=== EXERCISE GOAL ===
I'd like the number of lines in the material below that include the word "controls", written with no other text.
■ ■ ■ ■ ■
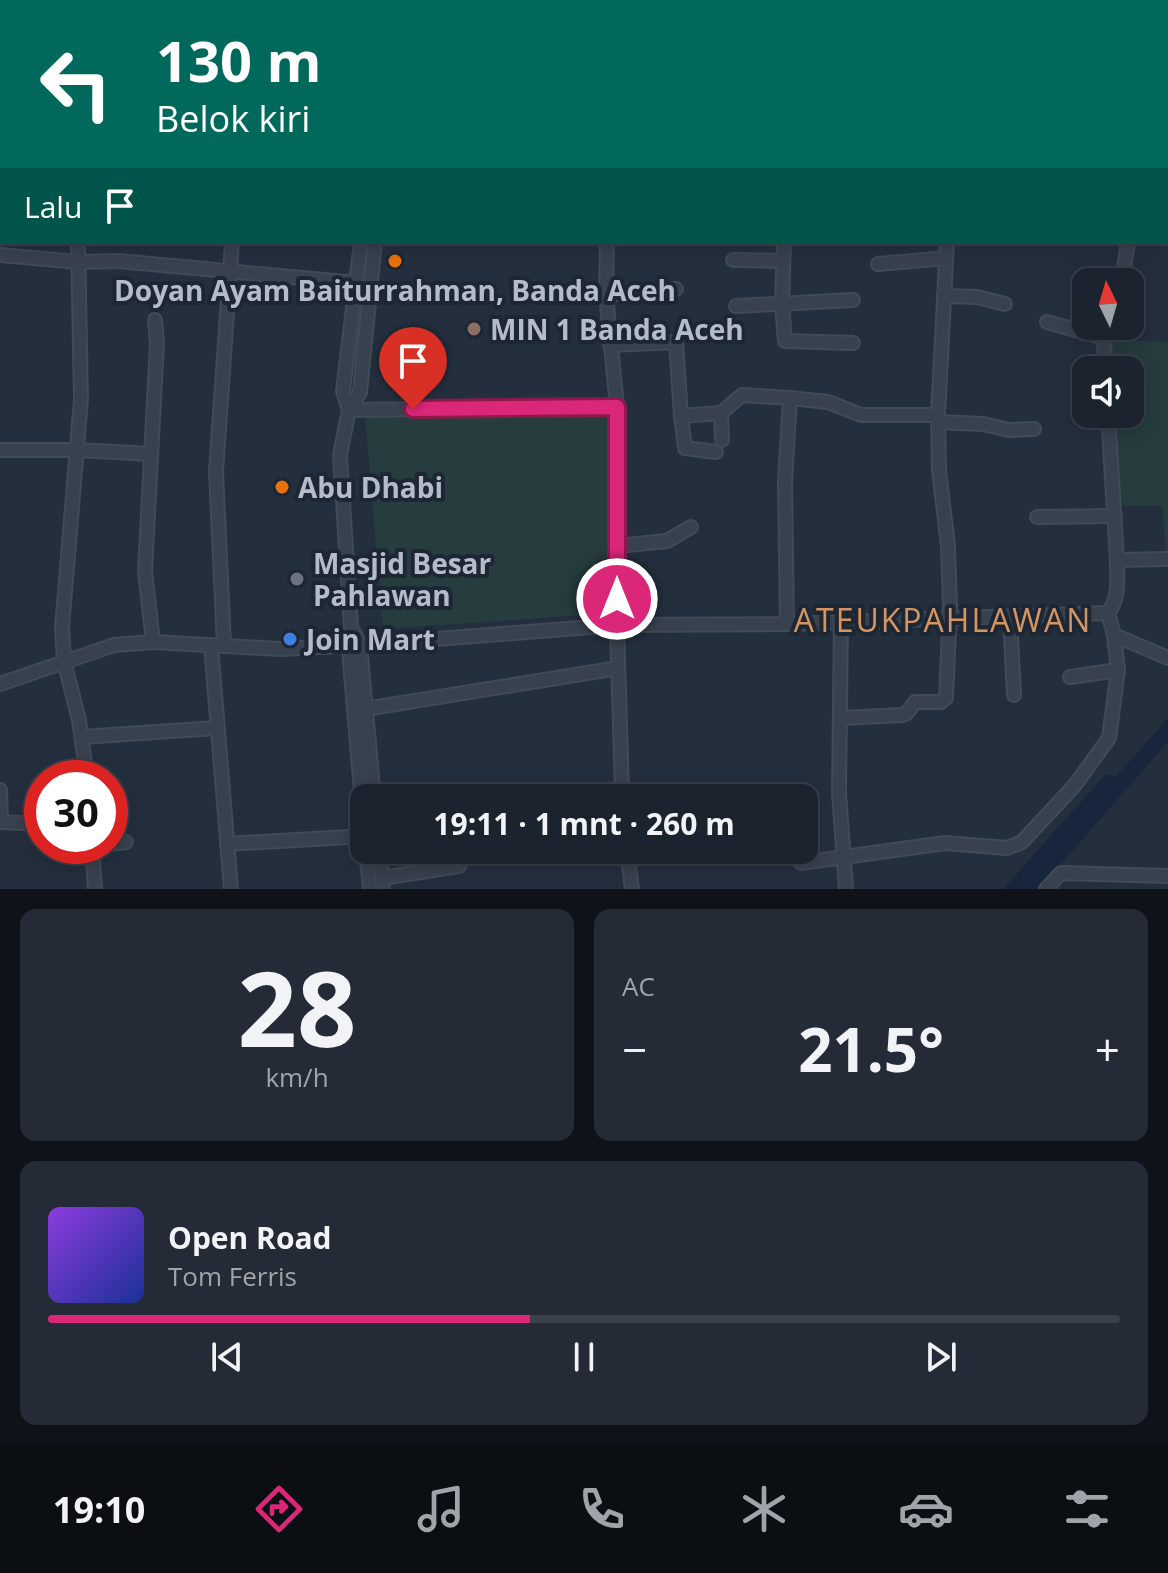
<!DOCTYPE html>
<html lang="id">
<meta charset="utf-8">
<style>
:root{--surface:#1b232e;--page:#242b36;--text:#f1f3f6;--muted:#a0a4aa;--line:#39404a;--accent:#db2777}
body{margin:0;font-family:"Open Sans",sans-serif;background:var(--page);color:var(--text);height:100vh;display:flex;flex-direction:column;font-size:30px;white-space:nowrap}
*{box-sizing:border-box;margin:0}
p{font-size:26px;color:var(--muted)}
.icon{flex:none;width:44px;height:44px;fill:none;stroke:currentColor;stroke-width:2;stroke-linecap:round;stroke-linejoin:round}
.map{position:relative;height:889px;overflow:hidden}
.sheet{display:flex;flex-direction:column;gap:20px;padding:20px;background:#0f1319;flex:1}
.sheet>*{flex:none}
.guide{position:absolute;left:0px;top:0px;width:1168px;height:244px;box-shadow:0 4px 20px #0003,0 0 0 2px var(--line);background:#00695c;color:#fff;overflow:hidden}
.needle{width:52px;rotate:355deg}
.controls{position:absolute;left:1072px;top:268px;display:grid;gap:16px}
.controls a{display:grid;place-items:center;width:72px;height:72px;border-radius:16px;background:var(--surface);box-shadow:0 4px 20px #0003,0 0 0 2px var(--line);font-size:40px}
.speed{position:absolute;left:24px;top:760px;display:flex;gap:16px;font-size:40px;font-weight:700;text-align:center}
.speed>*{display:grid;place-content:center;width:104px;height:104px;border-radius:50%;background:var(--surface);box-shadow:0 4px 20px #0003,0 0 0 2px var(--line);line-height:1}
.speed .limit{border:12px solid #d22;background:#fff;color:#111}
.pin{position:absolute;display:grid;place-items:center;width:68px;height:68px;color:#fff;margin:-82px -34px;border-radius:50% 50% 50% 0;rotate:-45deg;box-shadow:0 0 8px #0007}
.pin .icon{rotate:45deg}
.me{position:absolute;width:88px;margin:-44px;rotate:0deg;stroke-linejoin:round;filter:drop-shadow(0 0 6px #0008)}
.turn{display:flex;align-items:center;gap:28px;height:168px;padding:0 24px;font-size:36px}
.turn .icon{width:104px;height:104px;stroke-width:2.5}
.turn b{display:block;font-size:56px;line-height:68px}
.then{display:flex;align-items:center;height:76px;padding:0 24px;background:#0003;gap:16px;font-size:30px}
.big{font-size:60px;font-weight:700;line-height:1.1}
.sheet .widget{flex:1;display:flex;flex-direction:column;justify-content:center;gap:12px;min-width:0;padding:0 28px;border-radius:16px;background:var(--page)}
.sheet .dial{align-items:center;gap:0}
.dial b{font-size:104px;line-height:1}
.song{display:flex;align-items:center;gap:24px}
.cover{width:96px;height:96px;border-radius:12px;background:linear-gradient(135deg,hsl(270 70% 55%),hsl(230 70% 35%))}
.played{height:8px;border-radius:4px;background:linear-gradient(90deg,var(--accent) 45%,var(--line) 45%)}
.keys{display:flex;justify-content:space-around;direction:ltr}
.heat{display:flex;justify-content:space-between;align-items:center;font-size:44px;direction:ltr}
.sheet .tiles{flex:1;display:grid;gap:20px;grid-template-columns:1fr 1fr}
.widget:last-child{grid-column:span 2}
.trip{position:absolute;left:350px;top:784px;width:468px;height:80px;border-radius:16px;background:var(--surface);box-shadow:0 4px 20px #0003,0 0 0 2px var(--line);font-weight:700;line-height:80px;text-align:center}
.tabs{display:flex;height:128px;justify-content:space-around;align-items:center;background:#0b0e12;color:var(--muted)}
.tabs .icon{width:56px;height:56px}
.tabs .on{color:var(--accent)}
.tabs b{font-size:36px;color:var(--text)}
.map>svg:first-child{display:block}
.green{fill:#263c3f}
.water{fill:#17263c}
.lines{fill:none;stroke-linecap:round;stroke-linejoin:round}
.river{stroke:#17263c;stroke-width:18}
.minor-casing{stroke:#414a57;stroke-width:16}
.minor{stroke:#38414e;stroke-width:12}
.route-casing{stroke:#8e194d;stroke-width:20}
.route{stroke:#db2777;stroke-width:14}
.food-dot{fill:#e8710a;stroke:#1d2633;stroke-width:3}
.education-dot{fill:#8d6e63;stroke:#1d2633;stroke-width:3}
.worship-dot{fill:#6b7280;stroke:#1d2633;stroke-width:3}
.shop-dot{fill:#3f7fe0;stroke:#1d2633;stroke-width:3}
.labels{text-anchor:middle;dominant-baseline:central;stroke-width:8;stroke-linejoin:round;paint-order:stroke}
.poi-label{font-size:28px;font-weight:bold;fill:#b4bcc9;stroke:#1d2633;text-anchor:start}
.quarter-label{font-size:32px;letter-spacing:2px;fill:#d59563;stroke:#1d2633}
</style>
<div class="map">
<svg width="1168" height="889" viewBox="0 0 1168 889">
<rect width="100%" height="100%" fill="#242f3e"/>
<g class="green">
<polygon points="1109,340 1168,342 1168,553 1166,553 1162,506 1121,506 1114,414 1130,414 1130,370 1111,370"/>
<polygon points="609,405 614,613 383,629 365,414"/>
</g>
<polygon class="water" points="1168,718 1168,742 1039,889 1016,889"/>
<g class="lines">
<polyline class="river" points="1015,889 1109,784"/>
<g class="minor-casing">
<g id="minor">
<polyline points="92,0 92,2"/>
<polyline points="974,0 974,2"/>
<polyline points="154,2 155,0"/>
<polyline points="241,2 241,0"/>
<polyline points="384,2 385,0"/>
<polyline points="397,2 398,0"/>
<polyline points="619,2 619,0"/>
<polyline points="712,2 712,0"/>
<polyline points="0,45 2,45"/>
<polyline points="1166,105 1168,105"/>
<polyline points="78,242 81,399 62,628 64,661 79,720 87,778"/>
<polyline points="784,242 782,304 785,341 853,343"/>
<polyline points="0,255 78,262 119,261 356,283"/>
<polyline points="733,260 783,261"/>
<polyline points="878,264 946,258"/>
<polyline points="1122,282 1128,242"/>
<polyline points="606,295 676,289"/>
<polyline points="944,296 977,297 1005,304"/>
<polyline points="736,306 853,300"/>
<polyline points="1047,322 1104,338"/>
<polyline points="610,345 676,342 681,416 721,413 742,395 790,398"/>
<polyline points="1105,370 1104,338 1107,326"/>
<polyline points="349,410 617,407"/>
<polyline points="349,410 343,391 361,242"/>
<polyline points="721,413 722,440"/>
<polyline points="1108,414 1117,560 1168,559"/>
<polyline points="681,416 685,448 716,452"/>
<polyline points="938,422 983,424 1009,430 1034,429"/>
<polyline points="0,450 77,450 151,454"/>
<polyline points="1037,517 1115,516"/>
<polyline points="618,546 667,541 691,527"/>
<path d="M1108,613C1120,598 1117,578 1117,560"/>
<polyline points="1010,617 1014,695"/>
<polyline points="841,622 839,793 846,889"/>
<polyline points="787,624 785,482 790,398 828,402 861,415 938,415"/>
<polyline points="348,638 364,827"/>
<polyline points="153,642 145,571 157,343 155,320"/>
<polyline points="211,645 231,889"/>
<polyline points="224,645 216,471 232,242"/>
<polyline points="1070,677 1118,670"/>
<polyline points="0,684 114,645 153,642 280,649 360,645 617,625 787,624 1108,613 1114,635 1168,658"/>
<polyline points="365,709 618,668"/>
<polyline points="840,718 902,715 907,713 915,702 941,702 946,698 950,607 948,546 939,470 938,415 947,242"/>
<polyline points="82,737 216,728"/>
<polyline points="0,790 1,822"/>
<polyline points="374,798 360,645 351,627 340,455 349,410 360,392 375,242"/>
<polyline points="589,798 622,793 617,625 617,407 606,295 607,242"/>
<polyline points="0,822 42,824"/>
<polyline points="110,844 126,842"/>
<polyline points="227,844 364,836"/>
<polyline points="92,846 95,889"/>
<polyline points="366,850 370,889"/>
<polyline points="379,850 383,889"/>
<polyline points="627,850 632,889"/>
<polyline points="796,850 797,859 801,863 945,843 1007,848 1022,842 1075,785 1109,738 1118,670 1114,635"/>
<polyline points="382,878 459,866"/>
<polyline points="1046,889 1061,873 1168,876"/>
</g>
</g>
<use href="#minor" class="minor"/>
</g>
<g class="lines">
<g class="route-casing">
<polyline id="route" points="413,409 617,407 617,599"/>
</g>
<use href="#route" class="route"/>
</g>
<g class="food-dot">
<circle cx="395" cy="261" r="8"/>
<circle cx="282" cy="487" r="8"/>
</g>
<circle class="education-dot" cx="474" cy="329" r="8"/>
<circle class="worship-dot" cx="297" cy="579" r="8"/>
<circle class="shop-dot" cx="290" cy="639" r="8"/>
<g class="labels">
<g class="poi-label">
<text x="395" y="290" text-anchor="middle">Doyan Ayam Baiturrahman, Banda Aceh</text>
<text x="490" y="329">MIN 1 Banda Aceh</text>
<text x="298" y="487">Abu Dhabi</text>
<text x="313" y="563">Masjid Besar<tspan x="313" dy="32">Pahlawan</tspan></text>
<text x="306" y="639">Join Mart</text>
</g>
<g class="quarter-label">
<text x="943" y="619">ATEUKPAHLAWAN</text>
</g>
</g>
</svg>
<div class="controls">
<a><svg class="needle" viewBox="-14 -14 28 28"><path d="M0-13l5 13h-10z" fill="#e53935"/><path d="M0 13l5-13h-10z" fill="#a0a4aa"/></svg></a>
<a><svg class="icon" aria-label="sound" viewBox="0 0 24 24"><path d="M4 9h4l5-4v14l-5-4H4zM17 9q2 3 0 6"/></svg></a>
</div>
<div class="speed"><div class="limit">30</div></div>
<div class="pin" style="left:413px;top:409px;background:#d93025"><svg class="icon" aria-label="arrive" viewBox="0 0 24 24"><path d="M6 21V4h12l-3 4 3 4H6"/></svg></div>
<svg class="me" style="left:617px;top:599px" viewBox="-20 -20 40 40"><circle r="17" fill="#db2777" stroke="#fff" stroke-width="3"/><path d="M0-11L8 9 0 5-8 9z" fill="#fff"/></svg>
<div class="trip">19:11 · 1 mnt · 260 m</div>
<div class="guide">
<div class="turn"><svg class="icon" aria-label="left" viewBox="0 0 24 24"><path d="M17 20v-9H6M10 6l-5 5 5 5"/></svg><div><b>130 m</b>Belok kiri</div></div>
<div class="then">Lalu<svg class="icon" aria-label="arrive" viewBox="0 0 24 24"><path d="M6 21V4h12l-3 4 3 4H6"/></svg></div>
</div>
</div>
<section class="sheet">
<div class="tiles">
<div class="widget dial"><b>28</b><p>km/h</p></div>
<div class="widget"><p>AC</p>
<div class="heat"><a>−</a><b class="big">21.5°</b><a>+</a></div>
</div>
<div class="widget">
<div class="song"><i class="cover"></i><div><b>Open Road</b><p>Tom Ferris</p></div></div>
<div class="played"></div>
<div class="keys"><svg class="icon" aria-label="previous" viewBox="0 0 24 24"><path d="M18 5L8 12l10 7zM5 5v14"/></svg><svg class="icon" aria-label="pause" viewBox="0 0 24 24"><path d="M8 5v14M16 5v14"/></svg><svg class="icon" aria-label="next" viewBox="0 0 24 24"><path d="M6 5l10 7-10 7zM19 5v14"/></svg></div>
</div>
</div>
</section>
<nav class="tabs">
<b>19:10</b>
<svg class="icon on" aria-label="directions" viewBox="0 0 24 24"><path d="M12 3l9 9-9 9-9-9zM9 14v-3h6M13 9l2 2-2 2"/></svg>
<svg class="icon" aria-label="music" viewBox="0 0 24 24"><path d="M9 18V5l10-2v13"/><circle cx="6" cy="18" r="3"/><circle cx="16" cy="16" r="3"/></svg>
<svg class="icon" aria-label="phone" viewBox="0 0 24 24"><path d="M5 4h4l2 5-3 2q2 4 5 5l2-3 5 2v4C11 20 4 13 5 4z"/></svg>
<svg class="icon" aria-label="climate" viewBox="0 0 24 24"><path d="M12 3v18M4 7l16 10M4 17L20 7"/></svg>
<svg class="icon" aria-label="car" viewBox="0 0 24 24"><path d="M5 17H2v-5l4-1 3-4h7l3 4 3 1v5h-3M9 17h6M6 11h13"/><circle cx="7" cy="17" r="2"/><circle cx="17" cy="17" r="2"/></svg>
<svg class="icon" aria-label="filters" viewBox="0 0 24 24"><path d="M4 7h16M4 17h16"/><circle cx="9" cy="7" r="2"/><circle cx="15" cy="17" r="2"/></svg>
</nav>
■ ■ ■ ■ ■
=== REPLY TO THE TASK ===
3